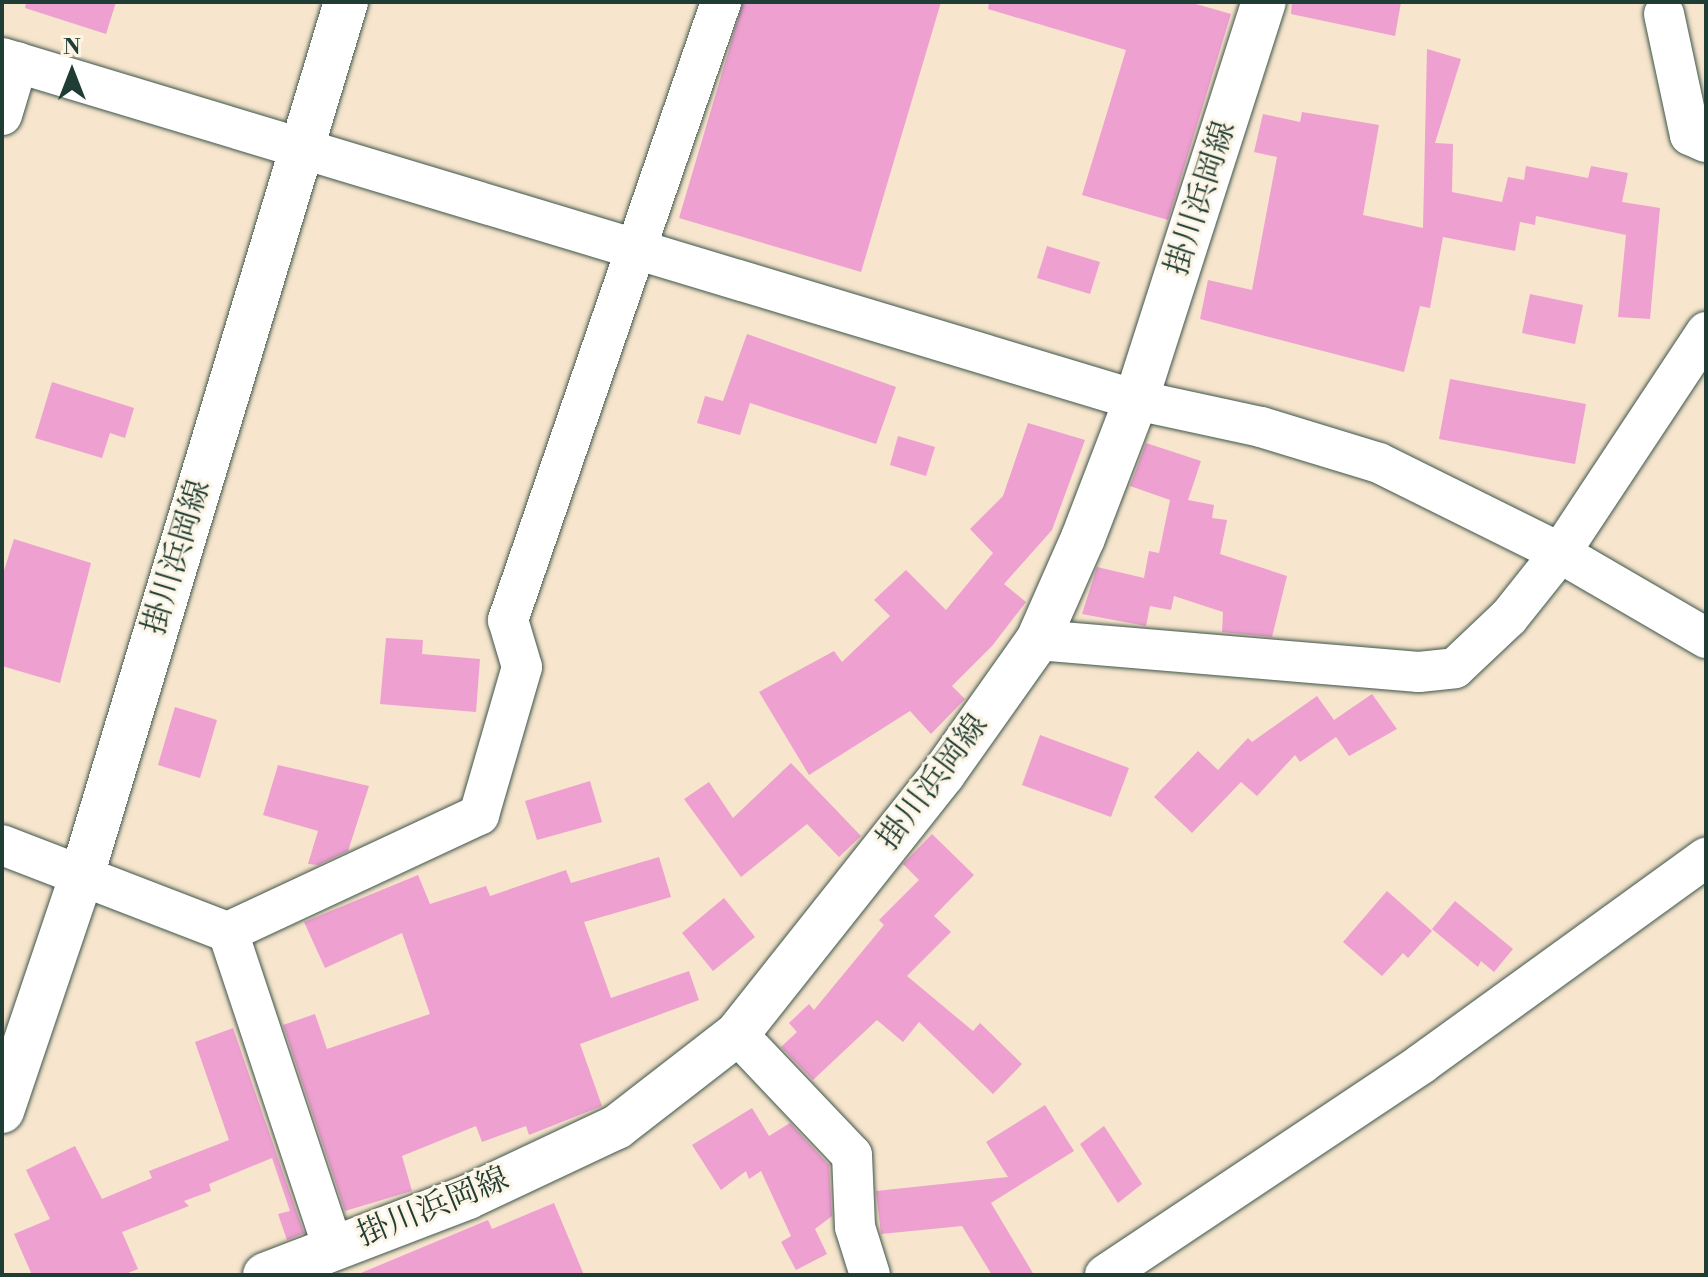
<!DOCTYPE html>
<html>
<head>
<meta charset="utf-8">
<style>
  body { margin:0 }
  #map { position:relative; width:1708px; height:1277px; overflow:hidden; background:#f7e5cd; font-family:"Libre Bodoni","Noto Serif JP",serif }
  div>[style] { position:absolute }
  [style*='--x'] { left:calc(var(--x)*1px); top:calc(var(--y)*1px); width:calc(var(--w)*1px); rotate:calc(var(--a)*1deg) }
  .building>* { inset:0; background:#eea0d0 }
  .roads { filter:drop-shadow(0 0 2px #3f564b) drop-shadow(0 0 2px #3f564b) }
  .minor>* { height:40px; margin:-20px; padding:0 20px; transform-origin:20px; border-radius:20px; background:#fff }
  .major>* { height:44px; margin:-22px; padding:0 22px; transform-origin:22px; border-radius:22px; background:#fff }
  span { translate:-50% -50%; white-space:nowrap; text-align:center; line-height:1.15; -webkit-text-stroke:6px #fcf5e5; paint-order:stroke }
  .street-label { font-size:32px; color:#1f3d34 }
  .frame { position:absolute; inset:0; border:4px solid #1f3d34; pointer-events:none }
  .north { position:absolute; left:32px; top:32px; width:80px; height:80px; -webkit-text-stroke:6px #fcf5e5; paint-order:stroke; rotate:0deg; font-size:22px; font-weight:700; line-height:32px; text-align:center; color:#1f3d34 }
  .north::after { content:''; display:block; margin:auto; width:28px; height:36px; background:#1f3d34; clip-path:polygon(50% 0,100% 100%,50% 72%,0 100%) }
</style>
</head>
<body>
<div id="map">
  <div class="building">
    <div style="clip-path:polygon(26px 2px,116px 2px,106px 34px,25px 8px)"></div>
    <div style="clip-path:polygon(743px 2px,941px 2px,861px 272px,679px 218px)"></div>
    <div style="clip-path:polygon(989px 2px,1189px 2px,1231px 14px,1168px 220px,1082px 195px,1126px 50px,988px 9px)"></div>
    <div style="clip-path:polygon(1292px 2px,1401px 2px,1395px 36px,1291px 14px)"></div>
    <div style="clip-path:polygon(1427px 49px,1461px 59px,1435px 143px,1453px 144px,1452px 192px,1502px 202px,1508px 177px,1524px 180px,1526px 166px,1588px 178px,1591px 166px,1628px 173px,1622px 202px,1660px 208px,1650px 319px,1618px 317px,1626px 235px,1536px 216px,1535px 225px,1520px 222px,1515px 251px,1443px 237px,1430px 308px,1420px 306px,1404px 372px,1200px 319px,1208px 280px,1252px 290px,1277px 157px,1254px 152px,1263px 114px,1300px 122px,1302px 112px,1379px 125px,1363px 215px,1423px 228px)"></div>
    <div style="clip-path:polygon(1047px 246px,1100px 262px,1090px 294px,1037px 278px)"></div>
    <div style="clip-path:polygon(1530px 294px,1583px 305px,1575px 344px,1522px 333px)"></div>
    <div style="clip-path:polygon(747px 334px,896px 387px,876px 444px,750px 403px,740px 435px,697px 423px,705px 396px,723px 401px)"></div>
    <div style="clip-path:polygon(1450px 379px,1586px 404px,1575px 464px,1439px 439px)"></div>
    <div style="clip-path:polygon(52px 382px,134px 408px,125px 438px,110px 433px,102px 458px,35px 438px)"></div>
    <div style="clip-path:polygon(1028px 423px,1085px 440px,1052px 530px,1004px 584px,1026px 602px,992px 646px,952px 686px,965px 699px,931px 734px,910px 711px,809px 775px,759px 692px,834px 651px,842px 662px,890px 616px,874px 600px,906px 570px,946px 610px,993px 553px,970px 529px,1003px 496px)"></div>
    <div style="clip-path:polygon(898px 436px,935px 447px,926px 476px,890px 465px)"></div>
    <div style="clip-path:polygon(1146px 443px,1201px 461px,1188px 500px,1214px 505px,1212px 518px,1227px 520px,1220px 554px,1287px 576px,1272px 637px,1222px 632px,1223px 612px,1174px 596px,1171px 610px,1150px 606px,1146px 626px,1082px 614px,1097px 567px,1144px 578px,1149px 551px,1159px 553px,1170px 500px,1130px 486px)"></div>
    <div style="clip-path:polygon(14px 539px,91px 563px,60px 683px,2px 666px,2px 577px)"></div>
    <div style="clip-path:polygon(386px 638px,423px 640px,422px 654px,480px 659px,476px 712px,380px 704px)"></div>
    <div style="clip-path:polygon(1372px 694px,1397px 729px,1349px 756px,1336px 737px,1300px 762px,1295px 755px,1257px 796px,1241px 782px,1192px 833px,1154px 797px,1198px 751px,1218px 770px,1248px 738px,1252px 742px,1317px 696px,1334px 720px)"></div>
    <div style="clip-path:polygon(175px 707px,217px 720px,200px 778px,158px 765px)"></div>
    <div style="clip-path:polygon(1040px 735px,1129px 768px,1111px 817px,1022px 785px)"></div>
    <div style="clip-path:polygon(791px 763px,861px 836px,839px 857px,807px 824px,741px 877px,684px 799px,709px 782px,733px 818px)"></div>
    <div style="clip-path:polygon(278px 765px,369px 786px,348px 851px,318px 865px,308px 864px,318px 831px,263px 815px)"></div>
    <div style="clip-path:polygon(590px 781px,602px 822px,537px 840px,525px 801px)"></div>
    <div style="clip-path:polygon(932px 834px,974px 875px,934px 916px,951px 932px,907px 976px,973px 1031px,980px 1023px,1022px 1064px,993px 1094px,919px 1022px,903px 1042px,877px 1020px,813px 1080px,781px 1047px,797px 1032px,789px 1023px,809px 1004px,814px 1010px,884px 925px,879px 920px,919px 880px,903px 864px)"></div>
    <div style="clip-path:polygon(659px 857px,671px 897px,584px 922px,611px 998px,689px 971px,699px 1000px,580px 1044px,602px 1106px,529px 1135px,526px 1126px,482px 1142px,476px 1126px,402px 1156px,412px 1191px,345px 1211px,283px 1025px,315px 1014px,327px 1049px,430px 1014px,402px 933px,325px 968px,304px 922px,418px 875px,430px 904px,486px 886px,490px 896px,566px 870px,571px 883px)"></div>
    <div style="clip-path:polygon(1387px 891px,1432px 931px,1408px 958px,1403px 953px,1382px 976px,1343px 942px)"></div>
    <div style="clip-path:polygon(724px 898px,755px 937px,713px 971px,682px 933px)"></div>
    <div style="clip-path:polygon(1455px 901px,1513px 949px,1494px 972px,1481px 961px,1478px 967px,1432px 929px)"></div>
    <div style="clip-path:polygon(233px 1028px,304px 1233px,287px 1240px,278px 1214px,290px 1211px,272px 1158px,209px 1184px,211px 1191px,184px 1201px,189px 1206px,122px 1232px,138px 1269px,123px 1275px,32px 1275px,14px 1234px,50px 1219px,26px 1170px,75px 1146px,102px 1199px,152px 1178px,149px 1171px,229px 1140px,195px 1042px)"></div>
    <div style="clip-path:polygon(1045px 1105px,1074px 1151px,991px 1203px,1034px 1275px,992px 1275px,962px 1226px,881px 1234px,876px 1191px,1008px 1177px,986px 1142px)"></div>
    <div style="clip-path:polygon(752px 1108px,769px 1136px,790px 1123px,829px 1165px,832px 1216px,815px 1229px,827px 1254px,796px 1270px,781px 1242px,791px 1236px,761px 1171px,749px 1179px,746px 1171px,721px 1190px,692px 1145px)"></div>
    <div style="clip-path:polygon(1104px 1126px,1142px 1184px,1118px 1203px,1080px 1144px)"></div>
    <div style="clip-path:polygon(554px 1203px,584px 1275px,356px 1275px,488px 1220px,492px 1229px)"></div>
  </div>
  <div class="roads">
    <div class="minor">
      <div style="--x:1664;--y:14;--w:124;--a:77.9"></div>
      <div style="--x:1690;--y:135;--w:17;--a:24"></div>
      <div style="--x:2;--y:58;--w:1184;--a:16.78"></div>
      <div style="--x:1136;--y:400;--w:128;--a:12.2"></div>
      <div style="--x:1261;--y:427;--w:123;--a:17"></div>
      <div style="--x:1379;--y:463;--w:202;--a:26.4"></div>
      <div style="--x:1560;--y:553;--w:169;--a:30.2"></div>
      <div style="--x:2;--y:115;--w:55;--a:-73.2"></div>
      <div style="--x:1038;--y:640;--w:382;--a:4.8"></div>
      <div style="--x:1419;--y:672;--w:36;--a:-6"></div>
      <div style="--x:1455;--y:668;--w:74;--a:-43.4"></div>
      <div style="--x:1509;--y:617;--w:82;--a:-51.4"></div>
      <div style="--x:1560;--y:553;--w:265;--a:-56.5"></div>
      <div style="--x:2;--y:845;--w:242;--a:21.1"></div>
      <div style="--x:228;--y:932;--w:332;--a:71.6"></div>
      <div style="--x:228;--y:932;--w:277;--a:-25"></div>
      <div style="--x:479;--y:815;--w:154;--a:-73.8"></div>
      <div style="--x:522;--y:667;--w:49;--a:-106.6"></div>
      <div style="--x:508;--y:620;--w:654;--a:-70.98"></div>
      <div style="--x:737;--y:1034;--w:167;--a:46.5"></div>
      <div style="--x:852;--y:1155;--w:72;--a:87.6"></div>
      <div style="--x:855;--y:1227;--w:50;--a:72.6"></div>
      <div style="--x:1105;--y:1275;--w:380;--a:-33.7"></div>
      <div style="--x:1421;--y:1064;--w:352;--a:-35.9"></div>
    </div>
    <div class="major">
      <div style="--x:2;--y:1111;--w:252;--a:-71.3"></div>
      <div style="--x:83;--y:872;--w:909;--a:-73.18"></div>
      <div style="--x:265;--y:1275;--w:217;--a:-21"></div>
      <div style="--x:468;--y:1197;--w:165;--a:-25.2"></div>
      <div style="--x:617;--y:1127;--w:152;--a:-37.8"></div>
      <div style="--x:737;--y:1034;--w:332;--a:-51.6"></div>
      <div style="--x:943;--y:774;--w:164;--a:-54.7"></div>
      <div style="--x:1038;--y:640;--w:111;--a:-66.2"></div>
      <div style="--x:1083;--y:538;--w:148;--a:-69"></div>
      <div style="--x:1136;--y:400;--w:418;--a:-72.2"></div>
    </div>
  </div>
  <div class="street-label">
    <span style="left:1201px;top:198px;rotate:-72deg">掛川浜岡線</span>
    <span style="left:177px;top:557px;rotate:-73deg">掛川浜岡線</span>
    <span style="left:933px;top:782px;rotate:-53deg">掛川浜岡線</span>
    <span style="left:433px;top:1207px;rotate:-22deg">掛川浜岡線</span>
  </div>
  <div class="frame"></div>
  <div class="north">N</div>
</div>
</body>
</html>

....

All that is needed is the exact run of lines from the start of the material above through the one containing "position:absolute; left:32px; top:32px;", pictures left out.

<!DOCTYPE html>
<html>
<head>
<meta charset="utf-8">
<style>
  body { margin:0 }
  #map { position:relative; width:1708px; height:1277px; overflow:hidden; background:#f7e5cd; font-family:"Libre Bodoni","Noto Serif JP",serif }
  div>[style] { position:absolute }
  [style*='--x'] { left:calc(var(--x)*1px); top:calc(var(--y)*1px); width:calc(var(--w)*1px); rotate:calc(var(--a)*1deg) }
  .building>* { inset:0; background:#eea0d0 }
  .roads { filter:drop-shadow(0 0 2px #3f564b) drop-shadow(0 0 2px #3f564b) }
  .minor>* { height:40px; margin:-20px; padding:0 20px; transform-origin:20px; border-radius:20px; background:#fff }
  .major>* { height:44px; margin:-22px; padding:0 22px; transform-origin:22px; border-radius:22px; background:#fff }
  span { translate:-50% -50%; white-space:nowrap; text-align:center; line-height:1.15; -webkit-text-stroke:6px #fcf5e5; paint-order:stroke }
  .street-label { font-size:32px; color:#1f3d34 }
  .frame { position:absolute; inset:0; border:4px solid #1f3d34; pointer-events:none }
  .north { position:absolute; left:32px; top:32px; width:80px; height:80px; -webkit-text-stroke:6px #fcf5e5; paint-order:stroke; rotate:0deg; font-size:22px; font-weight:700; line-height:32px; text-align:center; color:#1f3d34 }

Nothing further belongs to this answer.